El doctor Zevallos levanta la lamparilla, busca y lo encuentra al fin, no lejos de la puerta: no está borracho ni furioso sino crispado de miedo. Sus ojos bailan locamente en las órbitas hinchadas y su espalda se pega a la pared como si quisiera echarla abajo.

– ¿Su mujer? -dice el doctor Zevallos, atónito-. ¿Su mujer, Anselmo?

– Pueden estar muertos los dos, pero yo no lo acepto -el padre García da un golpe en la mesa y su banquillo cruje-. No puedo aceptar esa infamia. Dentro de cien años también me parecería infame.

La puerta del vestíbulo se ha abierto y el hombre retrocede como si viera un fantasma, escapa del cono de luz de la lámpara. La figurilla envuelta en una bata blanca da unos pasos por el patio, hijito, se detiene antes de llegar al zaguán: ¿quién estaba ahí?, ¿por qué no entraban?

Era él, mamá, el doctor Zevallos baja la lamparilla, oculta con su cuerpo a Anselmo: tenía que salir un momento.

– Espéreme en el Malecón -susurra-. Voy a sacar mi maletín.

– Vayan tomando el caldito -Angélica Mercedes pone dos calabazas humeantes sobre la mesa-. Ya tiene sal y en un ratito más les traigo el piqueo.

Ya no llora pero su voz es quejumbrosa y se ha echado una manta negra sobre los hombros. Se aleja hacia la cocina, y ahora se contonea apenas al andar. El doctor Zevallos remueve el caldo pensativamente, el padre García alza la calabaza con cuatro dedos, la acerca a su nariz y aspira el aroma caliente.

– Yo tampoco lo entendí nunca y en ese tiempo creo que también me pareció infame -dice el doctor Zevallos-. Ahora ya estoy viejo, he visto pasar mucha agua por el río y nada me parece infame. Si usted hubiera sido testigo esa noche, no lo habría odiado tanto al pobre Anselmo, padre García, se lo juro.

– Se lo pagará Dios, doctor -lloriquea el hombre mientras corre dándose encontrones contra los árboles, las bancas y la baranda del Malecón-. Yo haré lo que me pida, le daré toda mi plata, doctor, toda mi vida, doctor.

– ¿Quiere conmoverme? -gruñe el padre García, mirando al doctor Zevallos, parapetado tras la calabaza que sigue olfateando-. ¿Tengo que ponerme a llorar yo también?

– En realidad, nada de eso importa ni un carajo ya -sonríe el doctor Zevallos-. Cosas que se llevó el viento, mi amigo.
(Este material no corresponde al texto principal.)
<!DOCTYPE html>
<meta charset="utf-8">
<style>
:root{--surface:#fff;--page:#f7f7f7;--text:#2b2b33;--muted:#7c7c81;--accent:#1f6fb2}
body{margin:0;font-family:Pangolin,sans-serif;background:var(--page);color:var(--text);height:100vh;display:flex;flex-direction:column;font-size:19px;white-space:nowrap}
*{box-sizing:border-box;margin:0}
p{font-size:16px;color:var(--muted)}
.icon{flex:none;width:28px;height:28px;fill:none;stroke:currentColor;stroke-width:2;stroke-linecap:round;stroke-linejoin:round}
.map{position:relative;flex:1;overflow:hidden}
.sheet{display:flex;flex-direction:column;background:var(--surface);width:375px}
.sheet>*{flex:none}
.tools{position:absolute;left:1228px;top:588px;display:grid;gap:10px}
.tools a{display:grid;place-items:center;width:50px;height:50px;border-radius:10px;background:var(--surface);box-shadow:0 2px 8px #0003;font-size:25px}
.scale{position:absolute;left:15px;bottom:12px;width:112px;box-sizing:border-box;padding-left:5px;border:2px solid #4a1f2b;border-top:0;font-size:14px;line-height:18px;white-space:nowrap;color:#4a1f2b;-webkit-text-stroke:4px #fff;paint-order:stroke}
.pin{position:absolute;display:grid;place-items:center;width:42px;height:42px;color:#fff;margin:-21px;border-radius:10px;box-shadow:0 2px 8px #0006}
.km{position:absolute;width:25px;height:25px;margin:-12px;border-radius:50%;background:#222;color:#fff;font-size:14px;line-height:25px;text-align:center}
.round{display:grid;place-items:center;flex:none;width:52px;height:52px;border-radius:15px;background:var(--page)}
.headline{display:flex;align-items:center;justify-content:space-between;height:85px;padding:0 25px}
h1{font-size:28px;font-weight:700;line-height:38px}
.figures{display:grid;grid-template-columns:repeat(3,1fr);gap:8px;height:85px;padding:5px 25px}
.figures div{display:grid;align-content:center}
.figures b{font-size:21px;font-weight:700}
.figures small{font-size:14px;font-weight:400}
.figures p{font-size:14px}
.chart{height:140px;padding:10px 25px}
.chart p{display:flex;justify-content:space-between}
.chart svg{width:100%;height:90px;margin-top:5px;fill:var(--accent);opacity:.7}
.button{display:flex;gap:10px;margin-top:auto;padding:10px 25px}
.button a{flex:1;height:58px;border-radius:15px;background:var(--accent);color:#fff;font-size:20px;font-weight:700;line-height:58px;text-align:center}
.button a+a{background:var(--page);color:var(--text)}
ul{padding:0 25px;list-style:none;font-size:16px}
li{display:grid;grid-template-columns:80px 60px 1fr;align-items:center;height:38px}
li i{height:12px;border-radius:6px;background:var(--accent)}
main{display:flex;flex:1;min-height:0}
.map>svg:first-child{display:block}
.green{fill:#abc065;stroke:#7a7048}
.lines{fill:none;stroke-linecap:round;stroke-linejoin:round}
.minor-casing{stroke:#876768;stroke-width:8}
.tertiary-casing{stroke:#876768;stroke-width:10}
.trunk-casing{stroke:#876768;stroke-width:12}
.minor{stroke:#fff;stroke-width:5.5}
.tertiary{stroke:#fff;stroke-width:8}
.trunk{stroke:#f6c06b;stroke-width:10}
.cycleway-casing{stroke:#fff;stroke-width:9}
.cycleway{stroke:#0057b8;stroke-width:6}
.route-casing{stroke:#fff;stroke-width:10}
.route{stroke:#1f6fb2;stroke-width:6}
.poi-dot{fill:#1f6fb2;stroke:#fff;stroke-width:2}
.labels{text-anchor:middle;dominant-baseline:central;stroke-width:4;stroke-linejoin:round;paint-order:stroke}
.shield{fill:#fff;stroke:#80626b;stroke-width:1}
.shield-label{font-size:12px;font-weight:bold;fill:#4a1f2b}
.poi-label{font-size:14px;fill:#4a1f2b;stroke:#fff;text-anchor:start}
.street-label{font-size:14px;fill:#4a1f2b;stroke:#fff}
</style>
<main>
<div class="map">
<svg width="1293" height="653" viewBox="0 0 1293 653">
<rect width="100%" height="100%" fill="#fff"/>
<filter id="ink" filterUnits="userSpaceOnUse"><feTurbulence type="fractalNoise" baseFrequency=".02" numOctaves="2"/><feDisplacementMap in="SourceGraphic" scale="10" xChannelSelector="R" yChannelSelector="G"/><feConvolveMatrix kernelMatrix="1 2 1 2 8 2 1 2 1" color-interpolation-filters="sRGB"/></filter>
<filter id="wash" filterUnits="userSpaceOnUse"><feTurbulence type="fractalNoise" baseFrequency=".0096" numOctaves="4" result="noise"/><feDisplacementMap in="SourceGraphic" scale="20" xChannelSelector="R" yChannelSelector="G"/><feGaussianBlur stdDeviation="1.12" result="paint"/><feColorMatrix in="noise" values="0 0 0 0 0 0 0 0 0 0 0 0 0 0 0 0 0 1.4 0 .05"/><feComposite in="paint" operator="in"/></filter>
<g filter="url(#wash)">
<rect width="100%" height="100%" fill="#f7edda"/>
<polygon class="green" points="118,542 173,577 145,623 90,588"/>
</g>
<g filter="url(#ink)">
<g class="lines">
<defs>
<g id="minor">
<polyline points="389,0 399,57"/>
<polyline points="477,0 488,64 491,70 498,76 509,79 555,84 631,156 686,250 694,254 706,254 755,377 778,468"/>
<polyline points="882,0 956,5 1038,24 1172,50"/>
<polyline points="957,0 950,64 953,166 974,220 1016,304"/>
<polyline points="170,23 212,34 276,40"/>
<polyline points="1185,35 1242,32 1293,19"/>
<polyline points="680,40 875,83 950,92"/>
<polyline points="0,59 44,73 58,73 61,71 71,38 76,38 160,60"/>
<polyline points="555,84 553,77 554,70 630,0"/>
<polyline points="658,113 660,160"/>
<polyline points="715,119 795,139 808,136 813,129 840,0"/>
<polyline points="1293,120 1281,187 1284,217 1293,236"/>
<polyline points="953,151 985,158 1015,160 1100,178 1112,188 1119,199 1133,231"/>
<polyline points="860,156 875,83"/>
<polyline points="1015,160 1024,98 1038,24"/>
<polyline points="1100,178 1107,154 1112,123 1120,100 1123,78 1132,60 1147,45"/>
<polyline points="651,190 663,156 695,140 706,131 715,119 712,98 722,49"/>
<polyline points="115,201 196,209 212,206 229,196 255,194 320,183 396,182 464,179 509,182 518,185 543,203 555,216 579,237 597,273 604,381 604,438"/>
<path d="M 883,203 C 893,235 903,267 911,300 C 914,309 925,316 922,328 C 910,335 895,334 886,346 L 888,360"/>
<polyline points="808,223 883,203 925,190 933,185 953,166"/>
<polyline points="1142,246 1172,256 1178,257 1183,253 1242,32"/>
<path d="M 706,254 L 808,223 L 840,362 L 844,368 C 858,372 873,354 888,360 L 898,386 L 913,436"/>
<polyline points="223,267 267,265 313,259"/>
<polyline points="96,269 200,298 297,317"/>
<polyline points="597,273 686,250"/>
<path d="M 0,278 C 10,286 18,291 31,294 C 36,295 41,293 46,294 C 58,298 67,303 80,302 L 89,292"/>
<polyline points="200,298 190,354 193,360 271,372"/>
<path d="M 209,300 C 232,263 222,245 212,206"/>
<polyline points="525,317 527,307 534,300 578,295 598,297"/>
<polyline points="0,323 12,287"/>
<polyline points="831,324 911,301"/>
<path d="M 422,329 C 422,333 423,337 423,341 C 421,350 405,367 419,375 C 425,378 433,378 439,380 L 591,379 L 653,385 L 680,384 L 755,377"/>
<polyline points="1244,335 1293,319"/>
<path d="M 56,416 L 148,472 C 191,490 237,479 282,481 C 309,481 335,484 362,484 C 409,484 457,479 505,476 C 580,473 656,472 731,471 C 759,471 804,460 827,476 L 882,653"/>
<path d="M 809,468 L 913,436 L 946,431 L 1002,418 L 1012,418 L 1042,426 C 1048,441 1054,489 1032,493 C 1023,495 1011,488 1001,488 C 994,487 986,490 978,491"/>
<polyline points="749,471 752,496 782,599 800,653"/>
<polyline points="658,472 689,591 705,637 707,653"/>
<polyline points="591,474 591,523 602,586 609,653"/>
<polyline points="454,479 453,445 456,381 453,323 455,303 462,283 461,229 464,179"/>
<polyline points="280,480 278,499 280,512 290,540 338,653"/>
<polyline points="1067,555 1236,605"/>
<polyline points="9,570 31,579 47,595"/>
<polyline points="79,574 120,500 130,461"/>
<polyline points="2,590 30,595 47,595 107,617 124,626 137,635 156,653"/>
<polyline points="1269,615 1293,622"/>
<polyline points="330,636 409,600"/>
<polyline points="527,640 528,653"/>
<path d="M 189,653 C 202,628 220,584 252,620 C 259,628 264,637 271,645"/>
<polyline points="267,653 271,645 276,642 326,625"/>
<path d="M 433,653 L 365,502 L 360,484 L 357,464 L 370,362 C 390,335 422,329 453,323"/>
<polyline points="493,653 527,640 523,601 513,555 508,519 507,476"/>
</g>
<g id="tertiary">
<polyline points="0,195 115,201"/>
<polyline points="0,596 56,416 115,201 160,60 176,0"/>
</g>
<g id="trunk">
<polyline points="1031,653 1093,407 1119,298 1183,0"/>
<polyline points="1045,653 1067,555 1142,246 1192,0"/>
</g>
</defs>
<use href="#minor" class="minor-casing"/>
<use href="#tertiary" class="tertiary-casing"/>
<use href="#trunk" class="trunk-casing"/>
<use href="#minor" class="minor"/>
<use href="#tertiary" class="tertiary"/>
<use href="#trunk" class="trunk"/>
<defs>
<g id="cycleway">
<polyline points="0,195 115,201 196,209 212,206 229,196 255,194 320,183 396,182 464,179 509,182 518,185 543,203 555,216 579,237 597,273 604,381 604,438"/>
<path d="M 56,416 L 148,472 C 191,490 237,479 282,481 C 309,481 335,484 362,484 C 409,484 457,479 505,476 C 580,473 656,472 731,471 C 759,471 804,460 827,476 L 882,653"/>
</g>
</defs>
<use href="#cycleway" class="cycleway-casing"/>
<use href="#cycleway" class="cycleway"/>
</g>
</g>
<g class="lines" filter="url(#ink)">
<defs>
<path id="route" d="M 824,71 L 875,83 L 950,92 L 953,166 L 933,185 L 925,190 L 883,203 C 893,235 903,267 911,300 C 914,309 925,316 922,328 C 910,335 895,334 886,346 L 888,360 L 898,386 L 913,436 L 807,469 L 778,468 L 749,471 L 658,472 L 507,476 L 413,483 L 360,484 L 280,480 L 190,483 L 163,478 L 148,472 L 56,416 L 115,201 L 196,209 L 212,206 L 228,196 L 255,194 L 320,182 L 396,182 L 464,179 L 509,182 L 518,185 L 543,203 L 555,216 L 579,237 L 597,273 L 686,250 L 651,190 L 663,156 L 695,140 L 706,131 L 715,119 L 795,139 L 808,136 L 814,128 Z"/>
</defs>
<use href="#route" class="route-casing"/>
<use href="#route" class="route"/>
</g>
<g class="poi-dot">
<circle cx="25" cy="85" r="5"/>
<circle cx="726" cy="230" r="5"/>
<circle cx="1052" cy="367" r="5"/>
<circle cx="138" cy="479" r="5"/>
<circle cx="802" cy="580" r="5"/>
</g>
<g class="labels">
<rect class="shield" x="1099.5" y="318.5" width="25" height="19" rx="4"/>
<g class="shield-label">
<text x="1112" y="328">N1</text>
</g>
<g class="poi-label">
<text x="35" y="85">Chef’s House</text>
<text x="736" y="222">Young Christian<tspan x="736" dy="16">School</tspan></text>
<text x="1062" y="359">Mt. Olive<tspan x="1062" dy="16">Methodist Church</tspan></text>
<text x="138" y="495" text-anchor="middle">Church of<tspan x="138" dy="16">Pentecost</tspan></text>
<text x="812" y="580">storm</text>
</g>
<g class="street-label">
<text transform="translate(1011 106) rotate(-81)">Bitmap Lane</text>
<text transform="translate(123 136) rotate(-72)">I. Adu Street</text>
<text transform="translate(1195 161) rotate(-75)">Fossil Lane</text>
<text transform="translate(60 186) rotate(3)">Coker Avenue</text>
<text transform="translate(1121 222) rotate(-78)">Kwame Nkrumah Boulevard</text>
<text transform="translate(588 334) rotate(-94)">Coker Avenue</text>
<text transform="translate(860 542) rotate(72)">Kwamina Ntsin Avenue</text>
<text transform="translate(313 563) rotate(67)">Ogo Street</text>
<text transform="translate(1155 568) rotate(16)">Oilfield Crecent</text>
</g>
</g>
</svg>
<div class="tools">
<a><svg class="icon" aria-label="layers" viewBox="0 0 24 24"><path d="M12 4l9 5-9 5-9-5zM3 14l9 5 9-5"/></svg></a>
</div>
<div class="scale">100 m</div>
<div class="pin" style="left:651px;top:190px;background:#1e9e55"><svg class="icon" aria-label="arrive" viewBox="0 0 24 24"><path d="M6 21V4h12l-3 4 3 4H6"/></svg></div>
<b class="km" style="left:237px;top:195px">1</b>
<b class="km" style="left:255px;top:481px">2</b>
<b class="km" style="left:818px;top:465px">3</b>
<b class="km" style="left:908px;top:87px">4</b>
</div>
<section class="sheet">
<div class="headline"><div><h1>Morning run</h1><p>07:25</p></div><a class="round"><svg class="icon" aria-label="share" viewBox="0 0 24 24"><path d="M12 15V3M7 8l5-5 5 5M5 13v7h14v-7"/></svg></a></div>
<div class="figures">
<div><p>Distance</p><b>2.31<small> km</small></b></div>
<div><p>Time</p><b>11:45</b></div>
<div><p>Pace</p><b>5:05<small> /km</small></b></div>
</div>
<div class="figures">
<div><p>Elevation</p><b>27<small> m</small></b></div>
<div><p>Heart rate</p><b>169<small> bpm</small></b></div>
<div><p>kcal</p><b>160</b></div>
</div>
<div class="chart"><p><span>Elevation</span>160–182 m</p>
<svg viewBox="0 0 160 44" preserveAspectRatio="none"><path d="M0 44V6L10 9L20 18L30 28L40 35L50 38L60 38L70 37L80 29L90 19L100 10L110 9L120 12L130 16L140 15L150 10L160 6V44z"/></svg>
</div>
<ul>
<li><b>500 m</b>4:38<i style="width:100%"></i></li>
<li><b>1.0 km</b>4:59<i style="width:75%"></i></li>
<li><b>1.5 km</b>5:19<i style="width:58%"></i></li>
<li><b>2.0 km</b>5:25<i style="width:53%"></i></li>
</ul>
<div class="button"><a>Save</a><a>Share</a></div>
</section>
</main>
Pero por culpa de la Chunguita esta noche me volvieron a la cabeza y siguen ahí. Hablo de ellas para sacármelas de encima, no me haga caso.

El padre García toma la temperatura del caldo con la punta de la lengua, sopla, bebe un traguito, eructa, gruñe una disculpa y sigue bebiendo a sorbitos y soplando. Poco después, vuelve Angélica Mercedes con una fuente de piqueo y jugos de lúcuma. Se ha cubierto la cabeza con la manta, doctor, ¿no estaba bueno?, y su voz se esfuerza por ser natural, comadre, muy bueno. Un poquito caliente, apenas enfriara se la tomaba, y qué buena cara tenía el piqueo que les había hecho. Ahora les calentaba el café, cualquier cosa que la llamaran, nomás, padrecito. El doctor Zevallos acuna la calabaza con un dedo, examina meticulosamente la turbia y redonda superficie que oscila y el padre García ha comenzado a trinchar pedacitos de carne y a masticar con empeño. Pero, de repente, se interrumpe, ¿se habían enterado todos?, y queda con la boca abierta: ¿las perdidas y los perdidos que estaban ahí?

– Ellas sabían lo del romance desde el principio, como es lógico -murmura el doctor Zevallos, acariciando el borde de la calabaza-, pero no creo que se enterara nadie más. Había una escalerita que daba al patio de atrás, y por ahí subimos a la torre, los del salón no nos vieron. Venía una bulla salvaje de abajo y Anselmo debía haberlas instruido a ellas para que entretuvieran a la gente y no la dejaran maliciar qué pasaba.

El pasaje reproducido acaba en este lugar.